The purpose of public service advertising is, in a nutshell, to motivate. The very talented and driven people I work with spend all day and frequently most of the evening trying to do just that. But there’s a common misconception that once our target is motivated, the advertising has done its job and mission accomplished! At the Ad Council we know that a motivated target can make the biggest impact in their community and inspire those more hardened to traditional public service advertising. That’s why Amanda Bagwill, a campaign manager, and I flew to Chicago for the annual Students Against Destructive Decisions (SADD) Conference.
For any “normal” high school student our workshop on starting an Anti-Texting While Driving grassroots campaign would be met with blank stares and an air of palpable invincibility. Not so with these superhuman catalysts of positive change! We were dealing with a whole new breed of highly motivated and passionate individuals who chant their hometown like NFL football players at dinner (which, if you’re not expecting it, can be pretty startling). The workshop was a total hit (the evaluations prove it) and we had created 30 passenger seat riding, phone swatting ambassadors.
These students were already on board and now they offer a vital component of changing public behavior that the Ad Council, or any company anywhere, can’t accomplish on its own – the peer to peer effect. After the SADD Conference there’s a small army of informers who have the face-to-face power of persuasion vital for reaching a target (16-24) that has an annoyingly effective “opt-out” gene. This technique of motivating people to motivate others proves itself successful everywhere – on a sports team, in a political campaign, when deciding between products, etc.
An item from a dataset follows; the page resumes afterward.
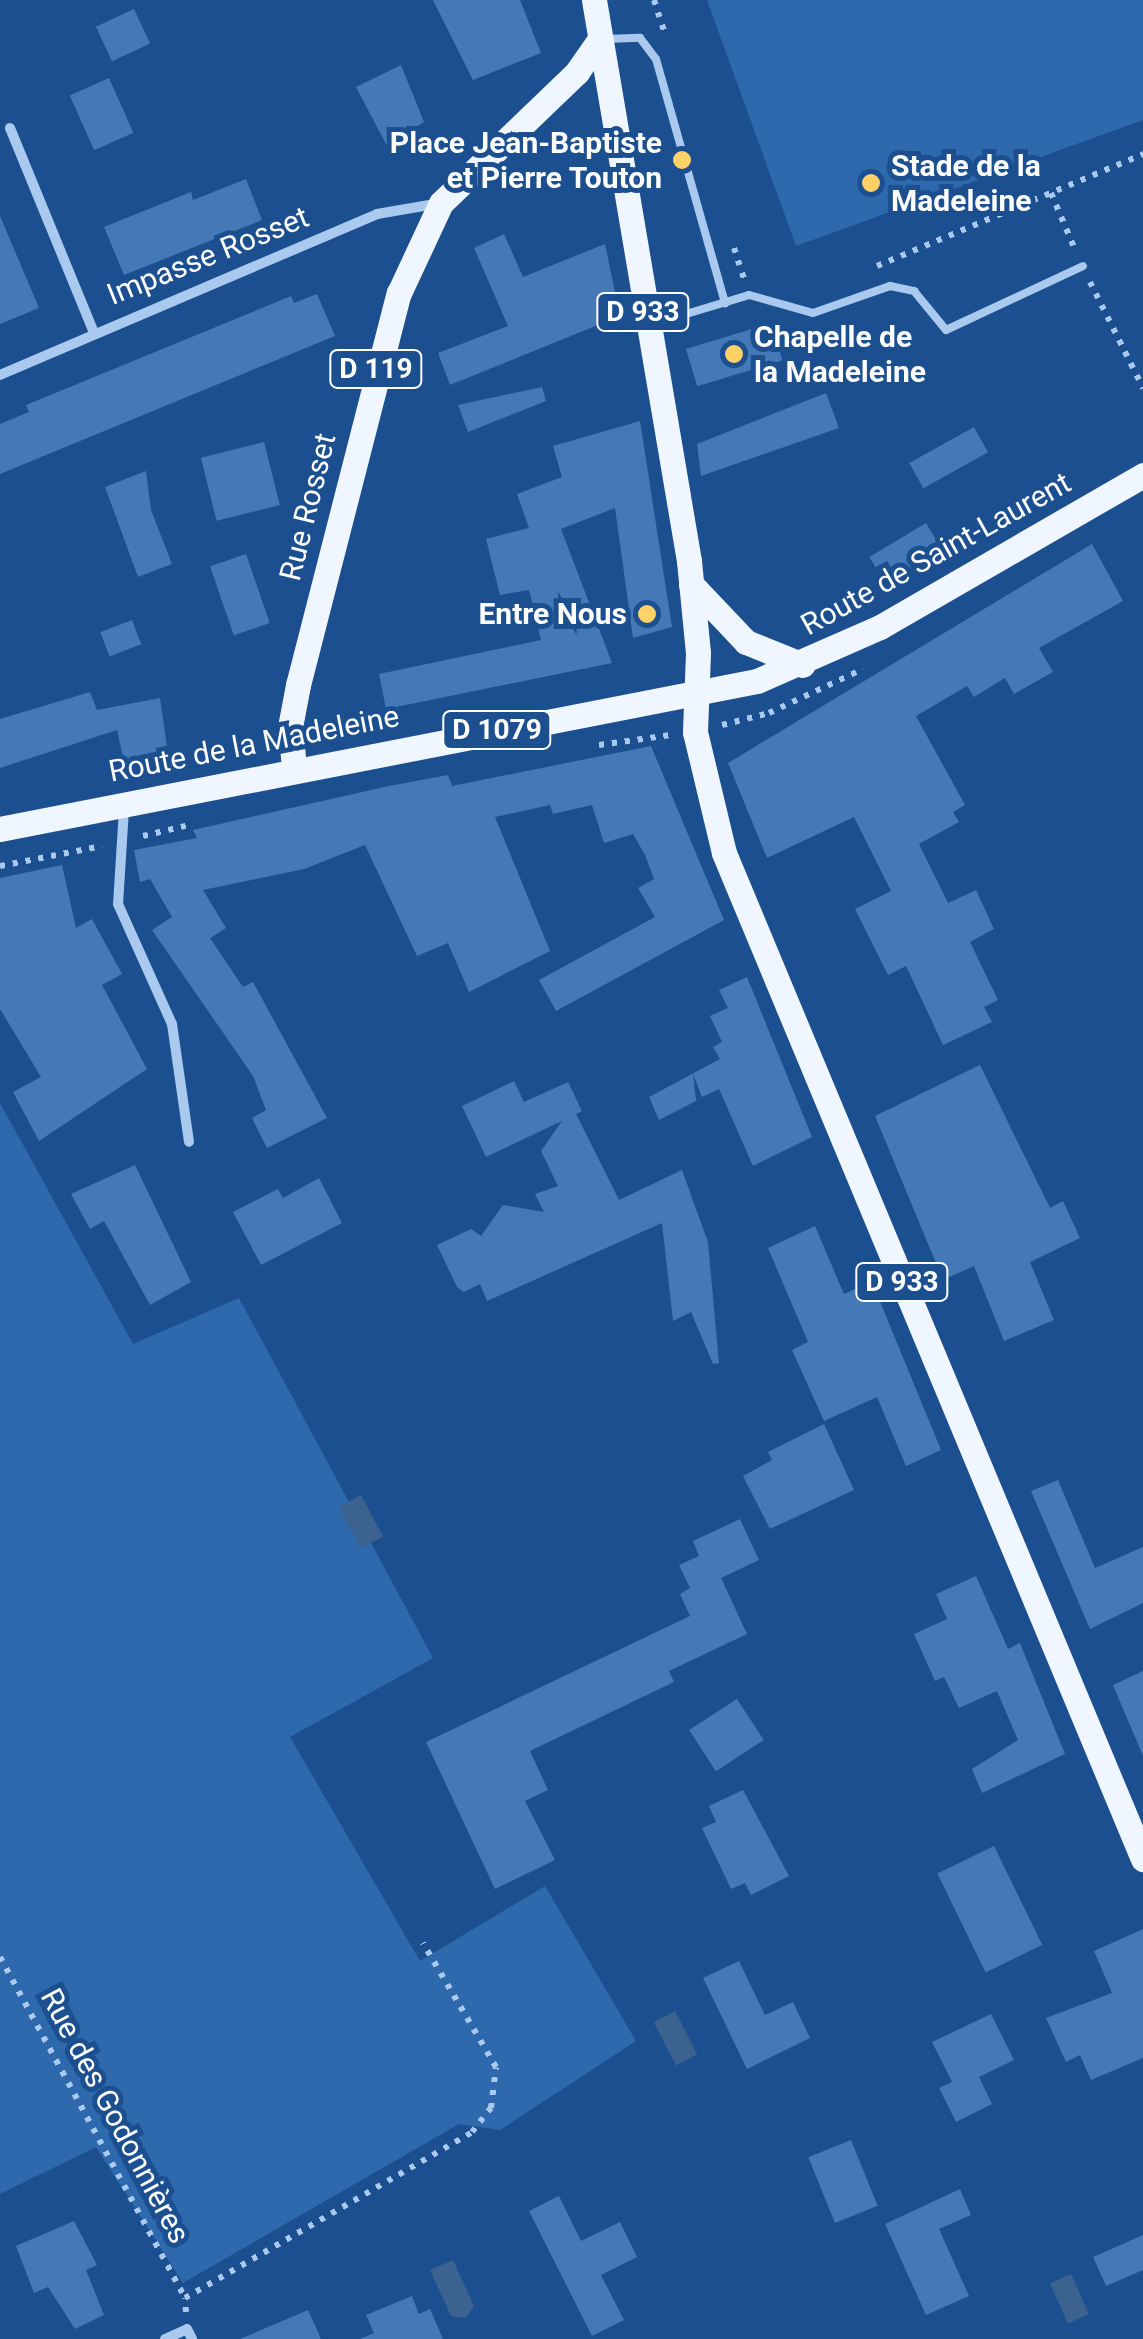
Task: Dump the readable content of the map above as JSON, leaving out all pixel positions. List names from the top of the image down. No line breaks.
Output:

As I was bombarded with questions from these eager 14 to 18 year old information thirsty sponges of social change (AKA the SADD members) I felt what I realized shortly after I started here as a Campaign Management Intern – this position is incredibly rewarding. You can’t always feel the impact a television spot or bus shelter PSA makes on a person – Wait! Did that feel that?! Someone just decided to heed our call to action and prevent wild fires! No? Exactly my point. In the same way I was inspired to help the members of SADD they too will receive the same gratification when they begin their own grassroots campaign. This all just goes to show that motivation doesn’t stop at the TV.